It’s been a while since we’ve talked about the stu-stu-studio, and shame on us for never officially showing you the final outcome! Yes, you’ve seen one half of the room when we debuted grandma’s chair, and you saw the other side when we installed our shelves, but the room as a whole? (Crickets.) I kept telling Scott, just one more tweak!, because in my mind, the room was never really complete. Well, we’ve been tweaking for – what, a few months now? half a year? – and over the weekend, we finished the last big task for the room: the window treatments!
Years ago, we installed plain, white venetian blinds. They were a steal on Overstock, likely because they were nameless, plastic imposters. They’re fine; we’ve never thought much about it either way. But after transitioning the room from dark blue to pale, pretty pink (and painting everything from the ceiling to trim, installing chair rails, a fauxdenza and new lighting and laying down a new rug), we were ready to rid ourselves of these:
Originally, I had dreams of lush, velvet curtains, draped ceiling to floor. I pinned my little heart out, debating between gold, grey and blue. But as I told my friends this idea over dinner, they immediately nixed any further thoughts, reminding me that, um, we have cats! And a dog! And that’s a lot of hair just waiting to suction to my non-existent curtains.
My thoughts turned to faux-silk (me = thrifty), and Scott and I bounced around the idea of DIY pipe rods to mimic the paper pipes on the opposite wall. We quickly realized that the home made rods would stick off of the wall a good 3″ (at least), and dare I say again – this room is a teeny, tiny 8′x10′, with only an 8′ square for usable area. Thinking I’d be stuck with the blinds, I had a change of heart when we saw these roman shades at West Elm:
A-ha! I could have my privacy, keep my precious inches, control my natural light and bring in texture and softness with fabric! It was a win-win-win(-win), and even better, Scott liked it too. Unfortunately, neither one of us was a fan of the $170 price tag (although admittedly, they were thick and durable), so I locked the idea to memory then took to Pinterest for any sort of DIY tutorial – and immediately, I found this one from Jenny at Little Green Notebook.
In summary, her instructions turned cheap, $3 mini blinds into roman shades with few supplies needed – and most importantly, no sewing required! I triple checked with Scott, but we figured that although our blinds weren’t of the super cheap variety, they would still work – and if anything, they’d be a bit more sturdy. We picked up 2 yards of white drapery fabric and decorative trim from our local hobby store, and we made these:
You’ll notice that our decorative trim is at the top of our shade, when the original goal was to apply it to the bottom. We’re still not sure if it was user error (never!), but when we pull our shades up, the bottom flap is no longer exposed (see the West Elm shade, above). I think if we had added an extra slat towards the bottom it would have allowed for a bit more fabric “hang down.” After a mild freak out on my end, Scott assured me that the peek of trim at the top was still good; he promised.
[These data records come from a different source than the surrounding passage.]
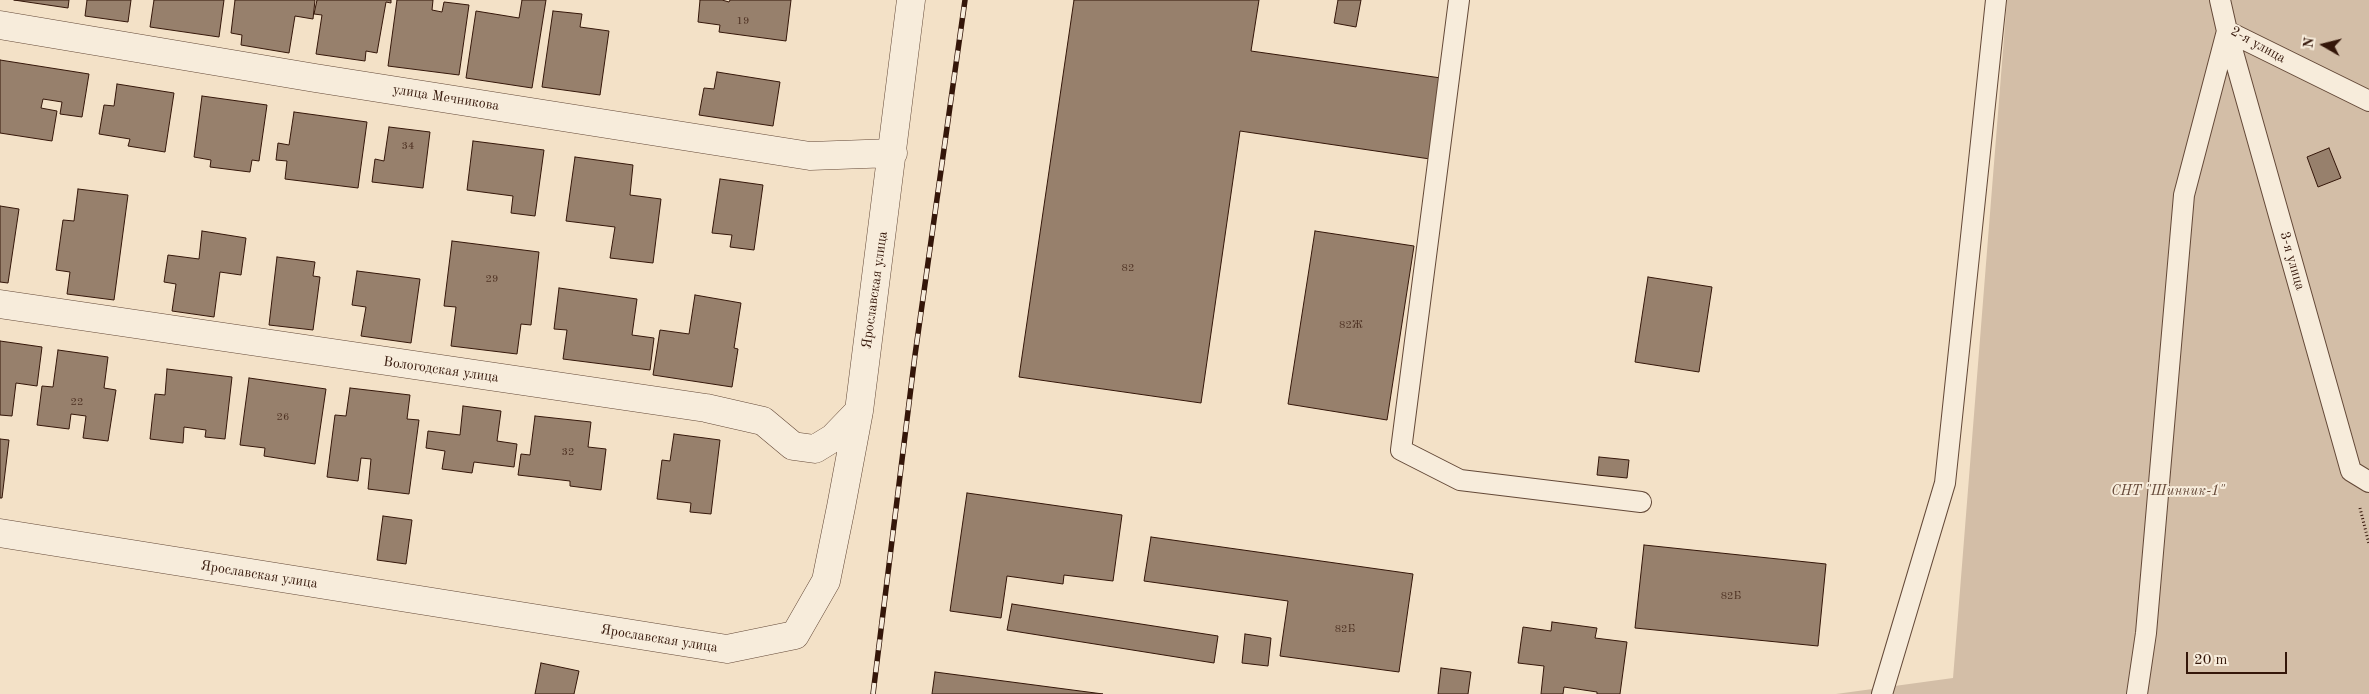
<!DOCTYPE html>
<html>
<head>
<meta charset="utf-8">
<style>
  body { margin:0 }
  #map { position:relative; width:2369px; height:694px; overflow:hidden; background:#f3e1c7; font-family:"Old Standard TT",serif }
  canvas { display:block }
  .north { position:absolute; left:2299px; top:20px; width:50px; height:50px; -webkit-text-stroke:4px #f7ecdb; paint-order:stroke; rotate:278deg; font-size:14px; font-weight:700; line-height:20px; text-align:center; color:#341609 }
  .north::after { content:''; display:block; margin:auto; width:18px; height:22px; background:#341609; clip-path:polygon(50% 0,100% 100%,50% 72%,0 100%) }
  .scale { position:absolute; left:2186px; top:652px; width:101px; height:22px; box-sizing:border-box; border:2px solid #341609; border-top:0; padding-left:6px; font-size:15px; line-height:18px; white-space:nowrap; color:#341609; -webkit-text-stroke:4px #f7ecdb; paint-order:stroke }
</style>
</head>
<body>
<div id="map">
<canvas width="2369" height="694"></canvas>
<div class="north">N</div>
<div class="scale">20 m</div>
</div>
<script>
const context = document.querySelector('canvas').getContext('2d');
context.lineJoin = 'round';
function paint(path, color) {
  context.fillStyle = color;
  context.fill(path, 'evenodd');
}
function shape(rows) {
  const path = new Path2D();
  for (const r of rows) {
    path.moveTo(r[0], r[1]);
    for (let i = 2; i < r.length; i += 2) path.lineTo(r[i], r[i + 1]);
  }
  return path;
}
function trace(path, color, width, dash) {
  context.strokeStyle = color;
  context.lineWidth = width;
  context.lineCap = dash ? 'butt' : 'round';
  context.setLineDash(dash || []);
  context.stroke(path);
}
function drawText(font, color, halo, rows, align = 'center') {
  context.font = font + ' "Old Standard TT",serif';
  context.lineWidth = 4;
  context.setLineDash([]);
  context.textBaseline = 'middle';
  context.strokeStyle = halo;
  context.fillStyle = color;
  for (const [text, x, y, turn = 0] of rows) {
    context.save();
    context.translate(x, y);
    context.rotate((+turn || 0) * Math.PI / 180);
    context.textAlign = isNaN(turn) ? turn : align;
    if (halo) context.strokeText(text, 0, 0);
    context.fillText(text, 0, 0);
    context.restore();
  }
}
paint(shape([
  [2007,0,2369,0,2369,694,1836,694,1953,678]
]), '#d3bea7');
const building = shape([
  [14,0,69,0,68,8,14,0],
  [87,0,131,0,128,22,85,16,87,0],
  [154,0,224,0,219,37,150,27,154,0],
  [235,0,315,0,313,19,295,16,289,53,241,45,242,35,231,33,235,0],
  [317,0,391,0,391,3,386,2,377,53,366,51,365,61,316,54,322,15,314,14,317,0],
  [397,0,433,0,432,10,442,12,444,2,469,5,459,75,388,66,397,0],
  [522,0,546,0,532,88,466,78,476,11,519,18,522,0],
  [700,0,722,0,729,2,730,0,791,0,786,41,719,32,720,25,698,22,700,0],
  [1074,0,1259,0,1251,51,1441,78,1430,159,1240,131,1201,403,1019,377,1074,0],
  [1338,0,1361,0,1356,27,1334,23,1338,0],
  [553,11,582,14,580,27,609,31,600,95,542,87,553,11],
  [0,60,89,74,82,117,60,114,62,102,43,99,41,108,57,111,52,141,0,133,0,60],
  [717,72,780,82,773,126,699,115,704,88,714,89,717,72],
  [117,84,174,93,165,152,128,146,130,139,99,134,104,105,114,106,117,84],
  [202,96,267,105,259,161,252,160,250,172,210,167,211,160,194,157,202,96],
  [294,112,367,122,358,188,285,179,287,161,276,160,278,143,289,145,294,112],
  [389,127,430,132,423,188,372,182,375,159,384,161,389,127],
  [473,141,544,150,535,216,511,213,513,196,467,190,473,141],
  [2329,148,2341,178,2318,187,2307,157,2329,148],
  [575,157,633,165,630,195,661,199,653,263,610,258,615,227,566,221,575,157],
  [720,179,763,185,754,250,730,247,732,235,712,233,720,179],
  [78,189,128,195,114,300,67,294,70,272,56,270,63,220,74,221,78,189],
  [0,206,19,209,8,283,0,282,0,206],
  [202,231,246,238,241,275,220,272,214,317,172,311,176,284,164,282,168,255,199,259,202,231],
  [1315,231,1414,246,1387,420,1288,404,1315,231],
  [452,241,539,252,531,325,521,324,517,354,451,346,456,307,444,306,452,241],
  [277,257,315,262,313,276,320,277,313,330,269,325,277,257],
  [357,271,420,279,411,343,361,336,366,307,352,305,357,271],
  [1648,277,1712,287,1699,372,1635,362,1648,277],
  [559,288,637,299,632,335,654,338,650,370,563,359,567,330,554,329,559,288],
  [695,295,741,303,734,348,738,349,732,387,653,375,660,330,689,334,695,295],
  [0,341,42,347,37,386,16,383,12,416,0,415,0,341],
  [58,350,108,357,104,388,116,390,108,441,83,438,86,416,71,414,69,429,37,425,42,386,53,387,58,350],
  [167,369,232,377,225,439,205,437,206,430,184,427,183,443,150,439,155,394,165,395,167,369],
  [249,378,326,389,315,464,264,456,265,448,240,445,249,378],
  [350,388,410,395,407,419,419,420,409,494,368,489,371,459,361,458,358,481,327,477,335,415,346,416,350,388],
  [463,406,501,411,497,441,517,444,514,467,474,462,472,473,442,469,445,451,426,448,428,431,460,435,463,406],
  [535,416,591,422,588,447,606,449,601,490,570,486,570,481,518,475,521,454,530,455,535,416],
  [674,434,720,440,711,514,690,512,691,503,657,499,662,460,670,461,674,434],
  [0,439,9,440,2,498,0,498,0,439],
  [1599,457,1629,460,1627,478,1597,475,1599,457],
  [967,493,1122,515,1113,581,1064,575,1063,584,1007,576,1001,618,950,611,967,493],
  [383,516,412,520,406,564,377,560,383,516],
  [1151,537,1413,574,1399,672,1280,656,1288,601,1144,581,1151,537],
  [1644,545,1826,564,1818,646,1635,628,1644,545],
  [1012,604,1218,636,1214,663,1007,630,1012,604],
  [1552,622,1597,628,1595,638,1627,642,1620,694,1597,694,1597,692,1564,687,1563,694,1541,694,1544,666,1518,663,1523,627,1551,631,1552,622],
  [1245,634,1271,638,1268,666,1242,663,1245,634],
  [541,663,579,671,574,694,535,694,541,663],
  [1441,668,1471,672,1468,694,1438,694,1441,668],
  [935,672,1103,694,932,694,935,672]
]);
paint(building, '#97806c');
trace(building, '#341609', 1);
const service = shape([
  [1459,0,1401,450,1460,480,1641,502],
  [2220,0,2227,31,2369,101],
  [2227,31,2351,471,2369,482],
  [1882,694,1945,483,1996,0],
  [2137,694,2146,633,2184,195,2227,31]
]);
const minor = shape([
  [0,25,315,78,810,156,893,153],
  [0,304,706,408,763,421,793,446,815,449,833,438,859,411],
  [0,533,727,649,795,635,826,581,841,507,859,411,911,0]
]);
trace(service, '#644938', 22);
trace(minor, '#644938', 29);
trace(shape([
  [2360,508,2369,544]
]), '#341609', 3, [1, 2.5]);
trace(service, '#f7ecdb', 20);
trace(minor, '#f7ecdb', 28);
const rail = shape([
  [873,694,915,355,965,0]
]);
trace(rail, '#341609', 5.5);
trace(rail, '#f7ecdb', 4, [11]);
drawText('11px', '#4d3022', null, [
  ["19",743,21],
  ["34",408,146],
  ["82",1128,268],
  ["29",492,279],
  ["82Ж",1351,325],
  ["22",77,402],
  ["26",283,417],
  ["32",568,452],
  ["82Б",1731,596],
  ["82Б",1345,629]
]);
drawText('14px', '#341609', '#f7ecdb', [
  ["2-я улица",2258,45,29],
  ["улица Мечникова",446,98,9],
  ["3-я улица",2292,261,74],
  ["Ярославская улица",875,290,-82],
  ["Вологодская улица",441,370,8],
  ["Ярославская улица",259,575,9],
  ["Ярославская улица",659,639,9]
]);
drawText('italic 14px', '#644838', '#f7ecdb', [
  ["СНТ \"Шинник-1\"",2168,491]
]);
</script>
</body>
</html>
Regardless, the overall process was pretty simple, but I will admit that we each had to read her instructions a few times to make sure we were on the right track. If anything, we learned that there was a bit left to our interpretation, including what was considered the front and the back – in our case, we applied the fabric to the front, so that our lift cord would be hidden behind the panel.
We followed her instructions step by step, and again, you can find Jenny’s write up on Little Green Notebook. After installing them, there may have been a happy tear (or two) shed when the fabric folded in perfect, lifted waves. We chose a mid-weight fabric, but as you can see, the white allows for our slats to show when light filters through. This doesn’t bother us one bit, but keep this in mind if you’d like to give it a go.
And now, we think it’s safe to say, the studio is done! As for my day-to-day workflow, it took me some time to ease into (I spoke of it briefly right here, among red lipstick and other things!), but now? I love it. I love it to the moon and back. Being in this room makes my heart sing. This clearly means I have a date with my tripod, and final photos are in order. Soon (please and thank you).
Has anyone else attempted their own version of roman shades? Hell, I’d be impressed if you sewed your own curtain panels – you know how I feel about those scary machines. Can we see?